◆ Provided entries
┏━━

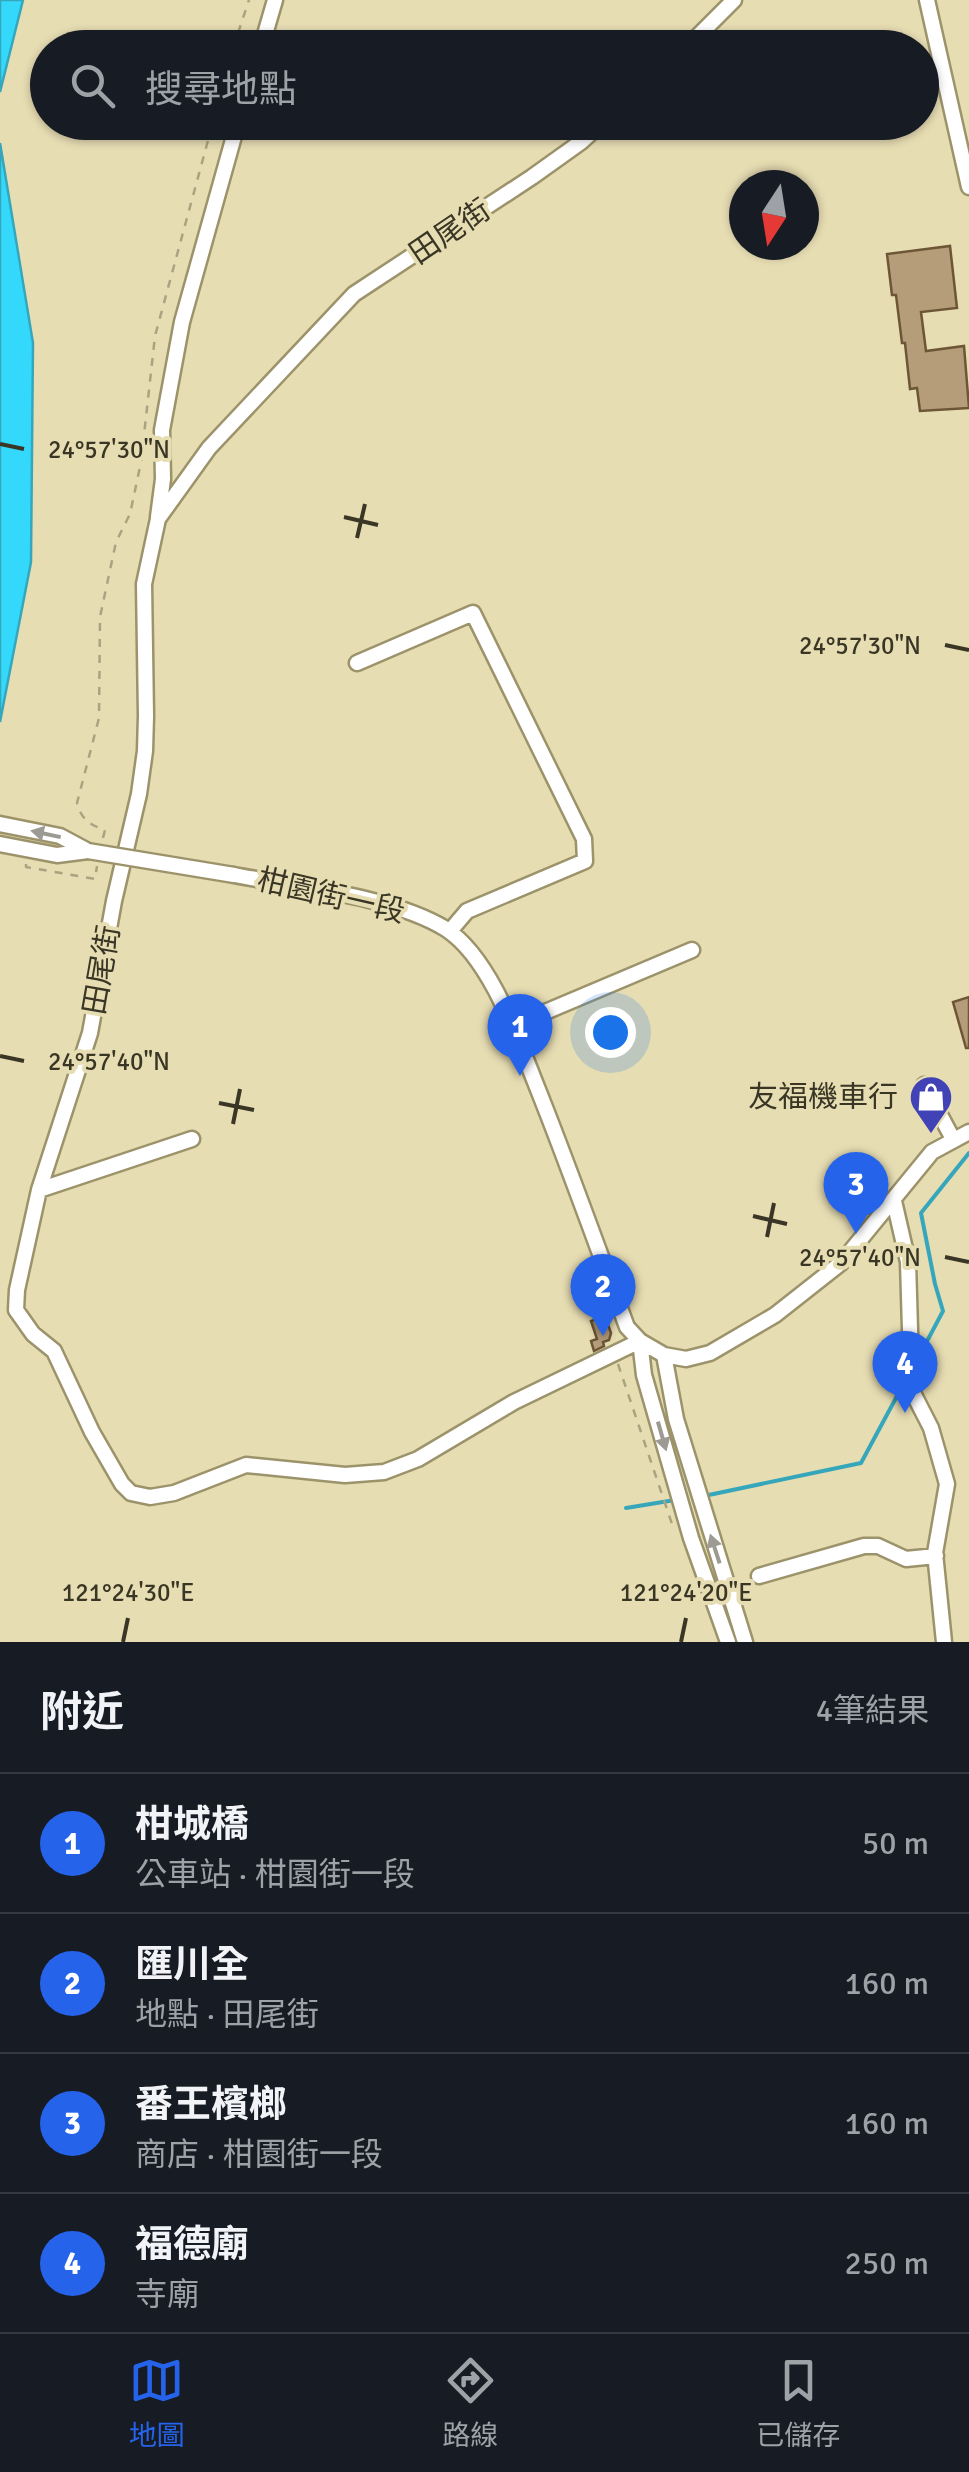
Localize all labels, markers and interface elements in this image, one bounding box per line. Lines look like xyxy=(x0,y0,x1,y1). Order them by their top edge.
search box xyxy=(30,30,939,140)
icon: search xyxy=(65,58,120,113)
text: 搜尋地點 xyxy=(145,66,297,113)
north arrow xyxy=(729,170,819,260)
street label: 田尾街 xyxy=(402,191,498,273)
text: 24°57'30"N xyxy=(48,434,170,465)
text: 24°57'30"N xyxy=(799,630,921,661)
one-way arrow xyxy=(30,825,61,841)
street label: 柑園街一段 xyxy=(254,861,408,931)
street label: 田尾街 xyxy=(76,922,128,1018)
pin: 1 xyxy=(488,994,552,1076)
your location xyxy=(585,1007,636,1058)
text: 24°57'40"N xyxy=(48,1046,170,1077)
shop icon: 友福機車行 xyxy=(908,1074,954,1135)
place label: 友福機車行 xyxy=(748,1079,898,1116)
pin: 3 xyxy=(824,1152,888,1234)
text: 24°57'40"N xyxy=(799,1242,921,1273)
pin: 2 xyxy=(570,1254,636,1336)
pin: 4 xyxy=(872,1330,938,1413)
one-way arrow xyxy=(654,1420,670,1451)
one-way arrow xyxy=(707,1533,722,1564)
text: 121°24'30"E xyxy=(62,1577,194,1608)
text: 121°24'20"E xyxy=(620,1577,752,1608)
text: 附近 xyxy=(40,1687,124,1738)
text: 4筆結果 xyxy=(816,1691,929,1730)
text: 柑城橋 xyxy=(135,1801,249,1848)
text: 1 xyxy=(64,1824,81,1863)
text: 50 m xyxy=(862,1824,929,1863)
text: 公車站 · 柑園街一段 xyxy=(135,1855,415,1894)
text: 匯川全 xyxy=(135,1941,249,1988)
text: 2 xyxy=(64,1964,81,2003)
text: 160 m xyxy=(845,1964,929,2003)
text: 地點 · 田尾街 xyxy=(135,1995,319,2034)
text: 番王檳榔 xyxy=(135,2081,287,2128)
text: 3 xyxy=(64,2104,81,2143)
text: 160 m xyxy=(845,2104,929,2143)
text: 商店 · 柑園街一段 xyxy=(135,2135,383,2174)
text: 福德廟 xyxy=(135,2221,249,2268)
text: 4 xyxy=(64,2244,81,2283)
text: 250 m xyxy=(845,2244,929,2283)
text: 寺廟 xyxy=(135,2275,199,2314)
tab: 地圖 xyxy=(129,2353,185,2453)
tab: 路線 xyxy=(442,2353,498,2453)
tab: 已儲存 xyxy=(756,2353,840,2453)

┗━━
┏━━

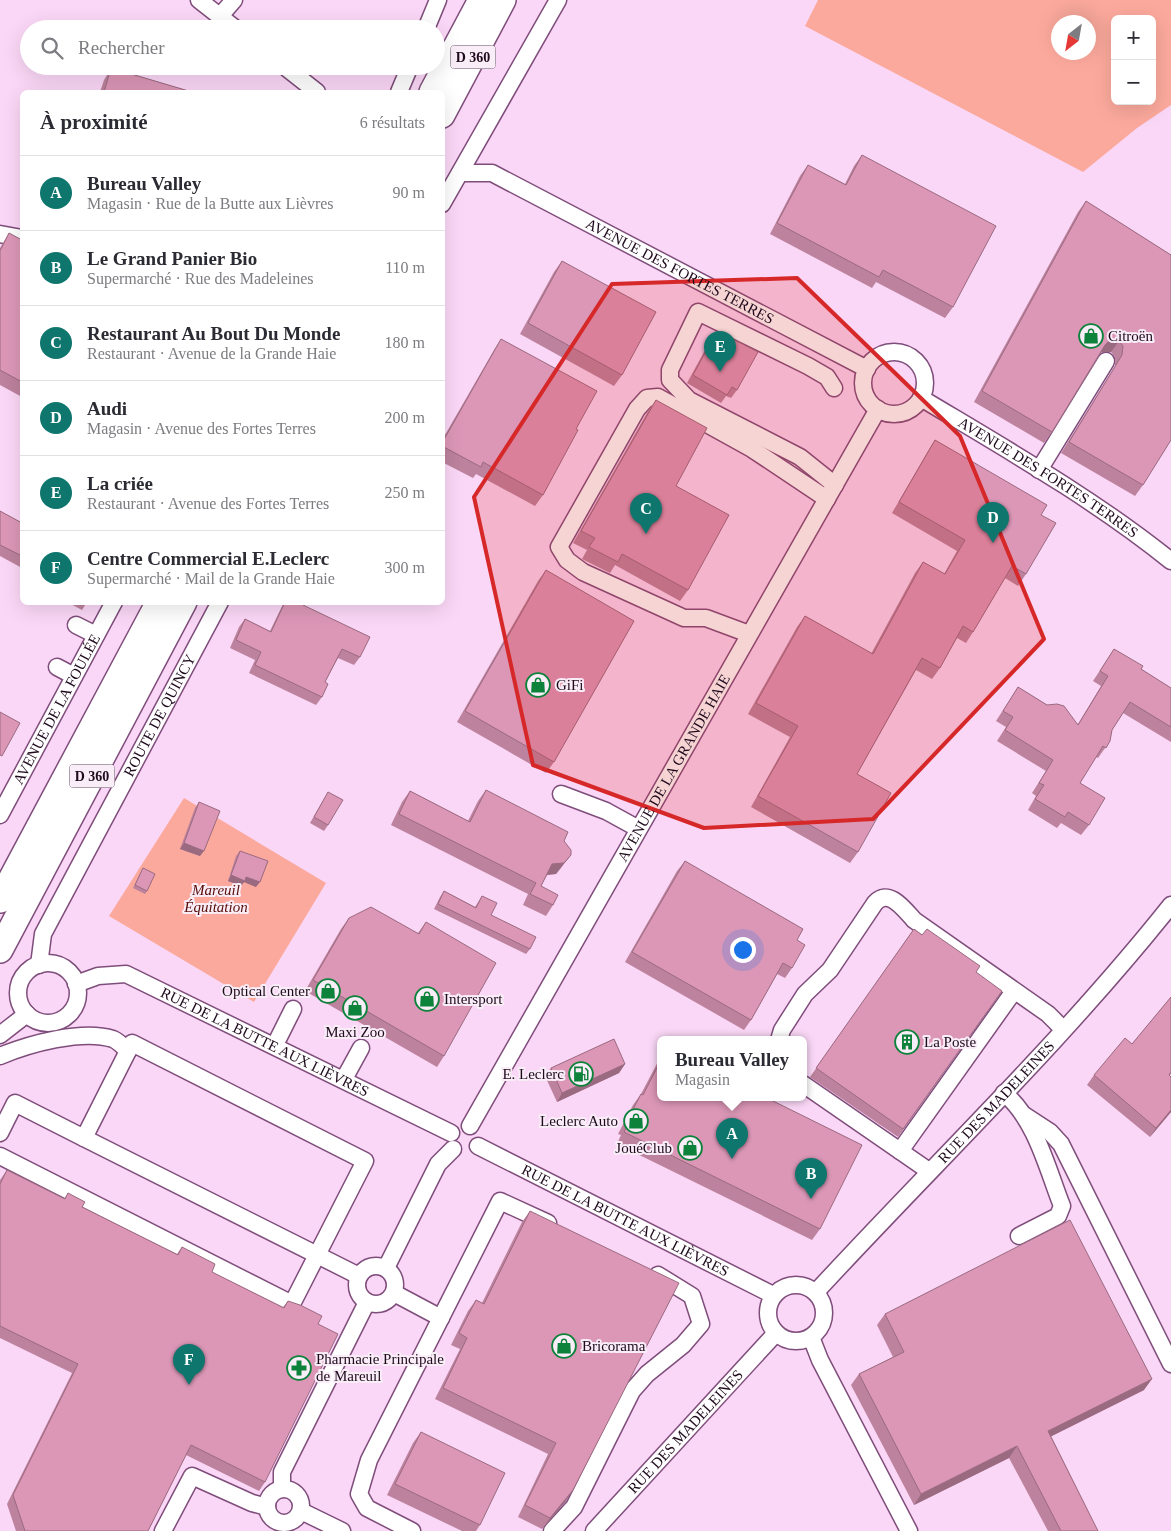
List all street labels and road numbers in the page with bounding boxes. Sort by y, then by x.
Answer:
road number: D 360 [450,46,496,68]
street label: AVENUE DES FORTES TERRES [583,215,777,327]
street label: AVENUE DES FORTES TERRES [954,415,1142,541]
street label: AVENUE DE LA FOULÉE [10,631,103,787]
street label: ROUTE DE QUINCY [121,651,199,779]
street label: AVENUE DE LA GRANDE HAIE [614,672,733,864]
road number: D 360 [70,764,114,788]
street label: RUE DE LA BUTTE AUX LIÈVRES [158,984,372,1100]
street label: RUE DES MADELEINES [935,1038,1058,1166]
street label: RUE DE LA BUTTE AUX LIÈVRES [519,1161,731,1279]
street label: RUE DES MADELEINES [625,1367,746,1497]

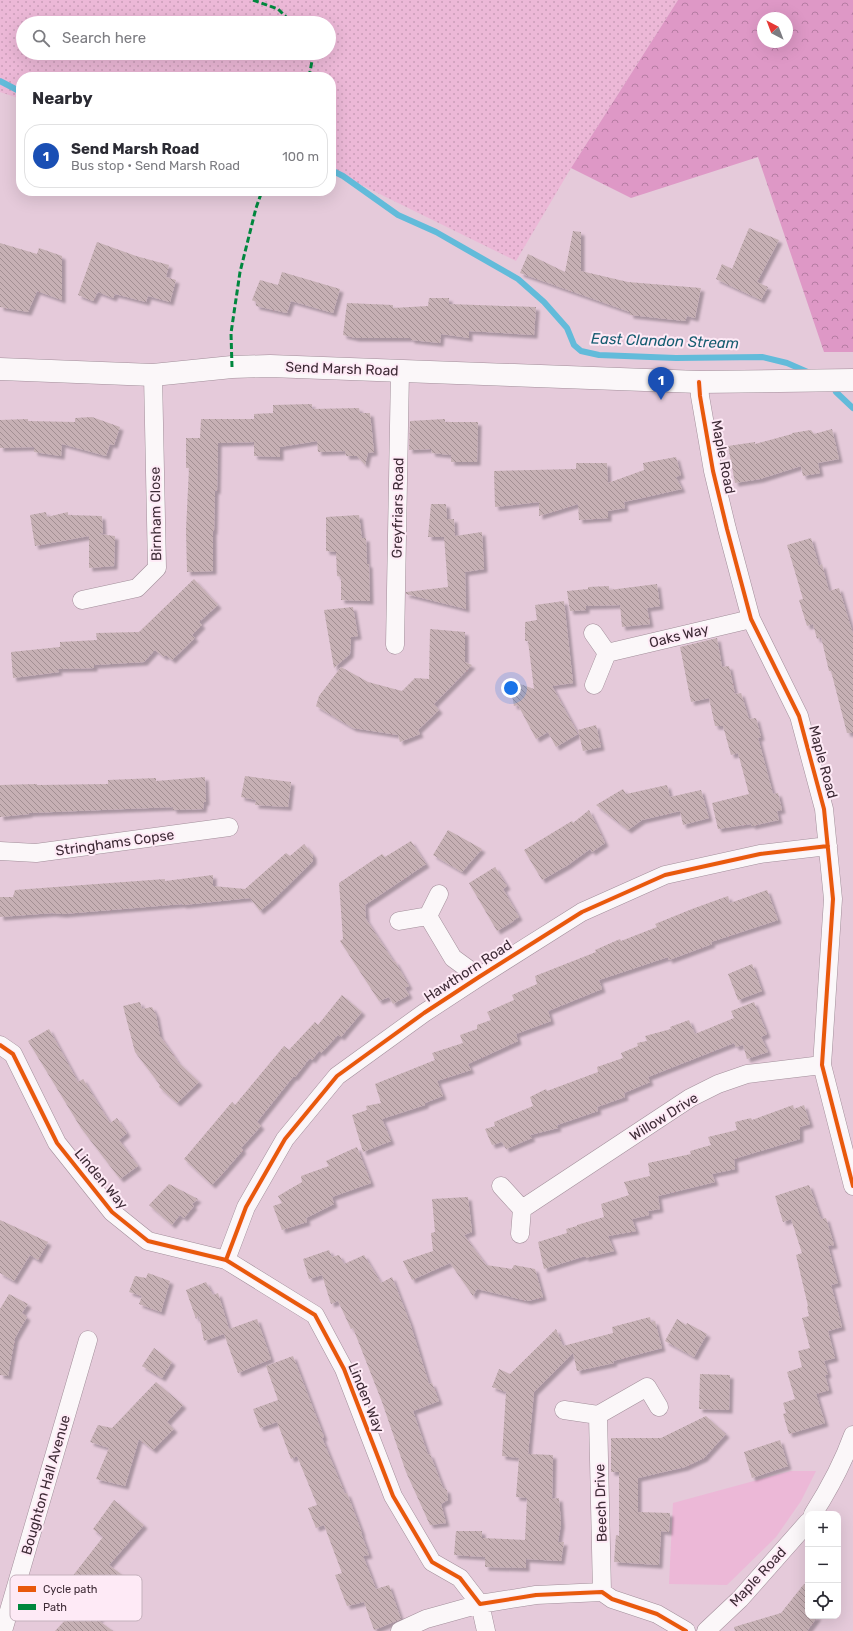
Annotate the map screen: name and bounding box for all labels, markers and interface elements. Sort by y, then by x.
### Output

┗━━

◆ Problem statement
List all lines from the entries that include the word "Sort".

◆ Output for this exercise
List all street labels and road numbers in the page with bounding boxes. Sort by y, then by x.
Annotate the map screen: name and bounding box for all labels, markers and interface elements. Sort by y, then by x.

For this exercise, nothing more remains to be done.